What Pre-Med Students Should Take Away From Salary Data
Salary figures can be motivating, but they tell only part of the story. The path to becoming a surgeon requires four years of undergraduate education, four years of medical school, and a minimum of five years of residency, with some specialties requiring additional fellowship training that extends the timeline to 14 or more years of post-high school education and training. During that time, most students accumulate significant debt; the Medscape compensation and debt data consistently shows that medical school debt remains a major financial factor for early-career physicians.
If you are a pre-health student trying to figure out whether surgery is right for you, compensation data is useful for planning, but it should not be the deciding factor. What matters more at this stage is gaining realistic exposure to surgical environments so you can understand what the work actually looks and feels like on a daily basis. Observational experiences in clinical settings, whether domestic or international, can help you see the pace, the teamwork, the emotional weight, and the problem-solving that define a surgeon’s day.
Structured clinical observation programs, like those offered through IMA, give pre-med students a chance to shadow surgical teams in supervised hospital settings. These experiences are observational by design; students do not perform procedures or make clinical decisions. Instead, they watch, ask questions at appropriate times, and reflect on what they see. That kind of grounded, firsthand perspective is far more valuable for shaping your career direction than any salary table.
Frequently Asked Questions
How much does a surgeon make compared to other physicians?

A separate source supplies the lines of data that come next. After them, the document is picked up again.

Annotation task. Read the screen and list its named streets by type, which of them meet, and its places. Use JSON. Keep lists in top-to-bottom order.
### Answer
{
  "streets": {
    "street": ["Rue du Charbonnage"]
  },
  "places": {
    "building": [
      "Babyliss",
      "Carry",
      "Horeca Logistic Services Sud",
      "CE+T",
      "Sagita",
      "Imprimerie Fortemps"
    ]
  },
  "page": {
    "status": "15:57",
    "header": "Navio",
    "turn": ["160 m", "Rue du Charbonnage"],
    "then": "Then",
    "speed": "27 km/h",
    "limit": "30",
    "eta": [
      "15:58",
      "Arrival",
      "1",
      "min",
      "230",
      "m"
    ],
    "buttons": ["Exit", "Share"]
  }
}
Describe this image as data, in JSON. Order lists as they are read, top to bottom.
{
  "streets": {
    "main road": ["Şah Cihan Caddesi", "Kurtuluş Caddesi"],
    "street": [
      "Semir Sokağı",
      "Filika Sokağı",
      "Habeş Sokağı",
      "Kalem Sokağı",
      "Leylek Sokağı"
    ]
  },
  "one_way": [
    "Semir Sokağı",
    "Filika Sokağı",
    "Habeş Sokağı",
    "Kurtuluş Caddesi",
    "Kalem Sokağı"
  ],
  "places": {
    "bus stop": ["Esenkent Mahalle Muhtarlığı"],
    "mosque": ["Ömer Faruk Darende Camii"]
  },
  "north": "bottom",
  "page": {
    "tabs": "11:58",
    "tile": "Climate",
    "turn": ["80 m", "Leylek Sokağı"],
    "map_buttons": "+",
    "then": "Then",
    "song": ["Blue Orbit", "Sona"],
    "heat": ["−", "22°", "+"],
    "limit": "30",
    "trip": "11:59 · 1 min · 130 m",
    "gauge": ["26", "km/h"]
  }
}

Surgeons generally earn more than most non-surgical physician specialties. While the BLS reports an overall median of $239,200 or more for physicians and surgeons (May 2025 data), surgical subspecialties like neurosurgery, orthopedic surgery, and plastic surgery report average compensation well above $500,000 according to the Medscape 2026 and Doximity 2025 reports. Primary care specialties, by comparison, typically average in the $250,000 to $300,000 range.
How long does it take to start earning a full surgeon salary?
After completing a four-year undergraduate degree and four years of medical school, surgical residents train for five to seven or more years depending on the specialty. Some subspecialties require an additional one to three years of fellowship. During residency, salaries are typically in the $60,000 to $75,000 range. Most surgeons begin earning full attending compensation in their early to mid-thirties at the earliest.
Does the plastic surgeon salary justify the extra training?
The plastic surgeon salary is among the highest in medicine, with averages reported above $570,000 in the Doximity 2025 report. However, the path includes a full general surgery or integrated plastic surgery residency (five to six years) and often additional fellowship training. Whether the salary “justifies” the training depends on your interest in the specialty itself, your tolerance for a long training period, and your financial situation, including medical school debt.